> _THE TASK_: From the listing below, return each line that includes "width".
==================================================
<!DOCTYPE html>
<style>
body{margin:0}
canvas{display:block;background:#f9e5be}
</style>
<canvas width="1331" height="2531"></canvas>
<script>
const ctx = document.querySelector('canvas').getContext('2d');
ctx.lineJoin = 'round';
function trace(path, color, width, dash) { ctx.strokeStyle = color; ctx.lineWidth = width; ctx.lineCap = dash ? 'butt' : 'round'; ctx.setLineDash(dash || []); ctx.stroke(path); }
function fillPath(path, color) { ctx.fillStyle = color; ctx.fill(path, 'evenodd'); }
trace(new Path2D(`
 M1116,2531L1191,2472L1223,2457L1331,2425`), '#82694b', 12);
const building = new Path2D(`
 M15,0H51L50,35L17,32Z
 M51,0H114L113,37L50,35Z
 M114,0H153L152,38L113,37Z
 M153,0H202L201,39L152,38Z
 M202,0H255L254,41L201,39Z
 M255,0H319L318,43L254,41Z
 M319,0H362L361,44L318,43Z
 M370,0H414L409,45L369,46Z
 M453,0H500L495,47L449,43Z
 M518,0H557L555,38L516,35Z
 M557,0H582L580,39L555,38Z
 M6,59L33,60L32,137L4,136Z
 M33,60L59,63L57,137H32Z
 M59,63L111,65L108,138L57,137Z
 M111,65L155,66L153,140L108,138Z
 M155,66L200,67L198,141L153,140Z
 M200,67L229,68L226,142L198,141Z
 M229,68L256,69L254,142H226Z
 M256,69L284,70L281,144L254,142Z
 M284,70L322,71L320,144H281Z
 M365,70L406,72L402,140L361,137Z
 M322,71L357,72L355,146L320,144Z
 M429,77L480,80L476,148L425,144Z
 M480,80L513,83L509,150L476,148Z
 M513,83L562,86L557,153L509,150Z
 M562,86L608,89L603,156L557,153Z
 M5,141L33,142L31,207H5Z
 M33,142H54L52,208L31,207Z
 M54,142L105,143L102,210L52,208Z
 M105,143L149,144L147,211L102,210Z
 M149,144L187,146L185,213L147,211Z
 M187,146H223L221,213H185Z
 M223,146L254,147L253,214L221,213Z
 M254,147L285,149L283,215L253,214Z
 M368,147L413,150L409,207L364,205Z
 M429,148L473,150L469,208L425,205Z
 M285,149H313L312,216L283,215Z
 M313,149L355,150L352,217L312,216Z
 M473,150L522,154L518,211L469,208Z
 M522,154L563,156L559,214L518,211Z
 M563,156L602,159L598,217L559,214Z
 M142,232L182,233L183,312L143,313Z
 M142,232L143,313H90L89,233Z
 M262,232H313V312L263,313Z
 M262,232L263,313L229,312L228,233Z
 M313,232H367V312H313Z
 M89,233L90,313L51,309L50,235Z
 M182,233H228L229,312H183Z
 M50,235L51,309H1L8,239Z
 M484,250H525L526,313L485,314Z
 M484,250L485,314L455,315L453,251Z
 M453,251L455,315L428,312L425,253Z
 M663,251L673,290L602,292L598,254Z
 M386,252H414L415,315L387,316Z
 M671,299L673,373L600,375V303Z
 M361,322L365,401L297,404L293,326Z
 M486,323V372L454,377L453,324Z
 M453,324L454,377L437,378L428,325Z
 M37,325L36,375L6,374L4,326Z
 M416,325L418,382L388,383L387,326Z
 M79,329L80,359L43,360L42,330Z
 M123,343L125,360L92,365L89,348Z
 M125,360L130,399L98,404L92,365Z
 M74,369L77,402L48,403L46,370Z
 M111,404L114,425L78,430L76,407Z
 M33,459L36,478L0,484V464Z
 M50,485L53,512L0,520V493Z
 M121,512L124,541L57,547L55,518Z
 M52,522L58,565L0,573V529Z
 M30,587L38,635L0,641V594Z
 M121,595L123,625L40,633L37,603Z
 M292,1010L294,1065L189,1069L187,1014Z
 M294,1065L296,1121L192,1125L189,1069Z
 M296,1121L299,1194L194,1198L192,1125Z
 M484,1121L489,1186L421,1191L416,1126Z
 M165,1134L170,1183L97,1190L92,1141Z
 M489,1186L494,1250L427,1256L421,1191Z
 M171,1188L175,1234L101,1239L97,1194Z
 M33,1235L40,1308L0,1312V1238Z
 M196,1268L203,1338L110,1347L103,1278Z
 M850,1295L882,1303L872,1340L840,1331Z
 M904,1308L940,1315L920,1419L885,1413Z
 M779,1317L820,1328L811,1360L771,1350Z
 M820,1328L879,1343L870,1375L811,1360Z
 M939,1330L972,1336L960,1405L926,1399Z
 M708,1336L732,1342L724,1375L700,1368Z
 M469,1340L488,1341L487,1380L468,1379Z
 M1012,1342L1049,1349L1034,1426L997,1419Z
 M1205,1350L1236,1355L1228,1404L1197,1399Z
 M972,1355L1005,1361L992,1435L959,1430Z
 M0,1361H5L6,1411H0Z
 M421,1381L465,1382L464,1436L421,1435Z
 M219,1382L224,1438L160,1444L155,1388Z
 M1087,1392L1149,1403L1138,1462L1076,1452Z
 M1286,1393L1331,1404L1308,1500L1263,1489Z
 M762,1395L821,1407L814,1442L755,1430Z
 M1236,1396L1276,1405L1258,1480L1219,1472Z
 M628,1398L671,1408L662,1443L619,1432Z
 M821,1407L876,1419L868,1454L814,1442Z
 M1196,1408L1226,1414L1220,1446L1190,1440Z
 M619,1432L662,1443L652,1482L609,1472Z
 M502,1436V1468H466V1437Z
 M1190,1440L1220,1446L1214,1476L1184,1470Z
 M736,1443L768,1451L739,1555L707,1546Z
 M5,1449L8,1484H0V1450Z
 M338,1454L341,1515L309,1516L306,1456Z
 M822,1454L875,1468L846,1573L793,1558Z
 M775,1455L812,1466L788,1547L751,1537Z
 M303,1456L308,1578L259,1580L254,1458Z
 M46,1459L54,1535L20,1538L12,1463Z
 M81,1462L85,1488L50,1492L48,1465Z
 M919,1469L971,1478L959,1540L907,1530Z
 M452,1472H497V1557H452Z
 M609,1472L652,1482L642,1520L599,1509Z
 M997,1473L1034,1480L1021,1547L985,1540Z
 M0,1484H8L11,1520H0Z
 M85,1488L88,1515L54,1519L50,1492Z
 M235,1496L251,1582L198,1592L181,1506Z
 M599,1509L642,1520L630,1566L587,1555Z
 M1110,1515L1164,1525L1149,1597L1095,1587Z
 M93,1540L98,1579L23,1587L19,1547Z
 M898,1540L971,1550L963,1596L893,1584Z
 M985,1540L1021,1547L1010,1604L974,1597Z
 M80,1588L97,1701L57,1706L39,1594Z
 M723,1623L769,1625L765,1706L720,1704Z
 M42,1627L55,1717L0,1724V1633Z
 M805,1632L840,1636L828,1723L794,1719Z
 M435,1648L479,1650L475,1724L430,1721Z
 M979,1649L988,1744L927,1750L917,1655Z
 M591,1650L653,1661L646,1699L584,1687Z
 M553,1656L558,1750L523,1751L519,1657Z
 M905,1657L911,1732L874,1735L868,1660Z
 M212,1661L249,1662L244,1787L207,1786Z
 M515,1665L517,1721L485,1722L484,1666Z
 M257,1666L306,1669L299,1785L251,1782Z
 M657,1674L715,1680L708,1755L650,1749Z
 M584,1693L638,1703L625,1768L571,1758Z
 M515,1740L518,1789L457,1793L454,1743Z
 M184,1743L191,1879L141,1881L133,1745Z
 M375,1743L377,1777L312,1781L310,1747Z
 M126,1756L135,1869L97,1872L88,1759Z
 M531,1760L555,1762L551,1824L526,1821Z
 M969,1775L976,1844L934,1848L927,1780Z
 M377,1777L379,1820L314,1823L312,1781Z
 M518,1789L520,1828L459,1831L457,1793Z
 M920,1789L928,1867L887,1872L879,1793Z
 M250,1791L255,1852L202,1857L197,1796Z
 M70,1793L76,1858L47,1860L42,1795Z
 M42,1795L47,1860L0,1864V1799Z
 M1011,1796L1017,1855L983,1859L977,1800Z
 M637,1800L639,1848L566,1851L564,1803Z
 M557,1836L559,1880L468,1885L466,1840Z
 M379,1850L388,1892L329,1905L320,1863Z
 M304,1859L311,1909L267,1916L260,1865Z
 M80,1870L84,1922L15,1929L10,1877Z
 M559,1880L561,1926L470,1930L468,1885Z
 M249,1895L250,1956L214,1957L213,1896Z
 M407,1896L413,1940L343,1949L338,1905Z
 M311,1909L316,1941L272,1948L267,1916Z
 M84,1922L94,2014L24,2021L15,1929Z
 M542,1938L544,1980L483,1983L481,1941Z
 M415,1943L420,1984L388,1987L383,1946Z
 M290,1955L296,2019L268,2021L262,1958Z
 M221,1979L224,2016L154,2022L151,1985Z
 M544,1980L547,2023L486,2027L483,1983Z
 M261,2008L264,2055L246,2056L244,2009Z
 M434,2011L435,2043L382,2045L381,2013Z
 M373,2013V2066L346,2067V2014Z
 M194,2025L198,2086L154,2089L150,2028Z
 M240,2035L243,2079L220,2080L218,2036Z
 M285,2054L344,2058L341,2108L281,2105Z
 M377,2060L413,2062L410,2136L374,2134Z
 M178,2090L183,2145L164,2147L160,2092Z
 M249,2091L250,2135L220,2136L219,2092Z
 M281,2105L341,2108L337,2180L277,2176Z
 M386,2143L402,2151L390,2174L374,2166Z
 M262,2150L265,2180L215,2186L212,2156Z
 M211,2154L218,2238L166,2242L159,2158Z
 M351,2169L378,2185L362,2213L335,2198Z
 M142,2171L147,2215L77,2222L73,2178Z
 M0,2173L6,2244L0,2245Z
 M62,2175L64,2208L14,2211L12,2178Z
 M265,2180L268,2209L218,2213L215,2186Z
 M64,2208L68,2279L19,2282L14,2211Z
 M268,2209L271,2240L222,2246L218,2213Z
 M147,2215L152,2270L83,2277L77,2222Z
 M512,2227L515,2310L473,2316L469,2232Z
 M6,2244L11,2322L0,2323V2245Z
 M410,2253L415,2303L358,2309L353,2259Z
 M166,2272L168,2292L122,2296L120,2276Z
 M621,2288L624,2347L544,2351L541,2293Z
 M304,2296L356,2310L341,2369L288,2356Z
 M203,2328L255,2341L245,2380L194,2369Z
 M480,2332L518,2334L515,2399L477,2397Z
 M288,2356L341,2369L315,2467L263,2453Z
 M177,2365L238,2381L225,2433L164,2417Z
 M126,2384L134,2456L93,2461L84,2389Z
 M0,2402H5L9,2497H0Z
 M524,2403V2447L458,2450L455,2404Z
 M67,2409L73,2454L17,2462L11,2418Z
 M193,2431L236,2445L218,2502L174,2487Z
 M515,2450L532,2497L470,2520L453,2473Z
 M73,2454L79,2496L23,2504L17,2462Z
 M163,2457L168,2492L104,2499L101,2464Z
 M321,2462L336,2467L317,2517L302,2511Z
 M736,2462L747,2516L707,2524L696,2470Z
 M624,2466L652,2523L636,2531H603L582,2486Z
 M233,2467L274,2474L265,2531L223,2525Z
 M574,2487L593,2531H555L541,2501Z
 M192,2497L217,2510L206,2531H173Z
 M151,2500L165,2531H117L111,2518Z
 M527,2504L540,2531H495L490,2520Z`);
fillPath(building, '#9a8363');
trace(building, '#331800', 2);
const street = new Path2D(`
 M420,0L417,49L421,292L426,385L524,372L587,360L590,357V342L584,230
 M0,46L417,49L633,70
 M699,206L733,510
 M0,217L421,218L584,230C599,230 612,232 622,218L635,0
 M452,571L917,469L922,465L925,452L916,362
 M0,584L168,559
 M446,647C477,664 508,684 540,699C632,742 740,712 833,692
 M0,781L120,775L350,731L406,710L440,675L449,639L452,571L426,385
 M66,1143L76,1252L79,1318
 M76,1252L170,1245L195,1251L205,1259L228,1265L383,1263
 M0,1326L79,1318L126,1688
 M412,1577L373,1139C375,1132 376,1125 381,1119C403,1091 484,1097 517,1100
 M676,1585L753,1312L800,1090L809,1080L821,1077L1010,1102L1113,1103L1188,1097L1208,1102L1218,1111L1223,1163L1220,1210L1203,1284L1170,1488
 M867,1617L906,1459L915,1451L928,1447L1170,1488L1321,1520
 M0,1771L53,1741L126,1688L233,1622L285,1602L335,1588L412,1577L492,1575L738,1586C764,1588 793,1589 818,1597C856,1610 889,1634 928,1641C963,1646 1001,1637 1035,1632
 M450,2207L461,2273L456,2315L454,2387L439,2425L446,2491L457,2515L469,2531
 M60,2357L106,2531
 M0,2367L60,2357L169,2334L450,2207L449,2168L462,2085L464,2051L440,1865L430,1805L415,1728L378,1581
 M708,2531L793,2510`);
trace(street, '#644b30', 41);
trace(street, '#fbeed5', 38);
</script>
==================================================
> _OUTPUT FOR THIS TASK_:
<canvas width="1331" height="2531"></canvas>
function trace(path, color, width, dash) { ctx.strokeStyle = color; ctx.lineWidth = width; ctx.lineCap = dash ? 'butt' : 'round'; ctx.setLineDash(dash || []); ctx.stroke(path); }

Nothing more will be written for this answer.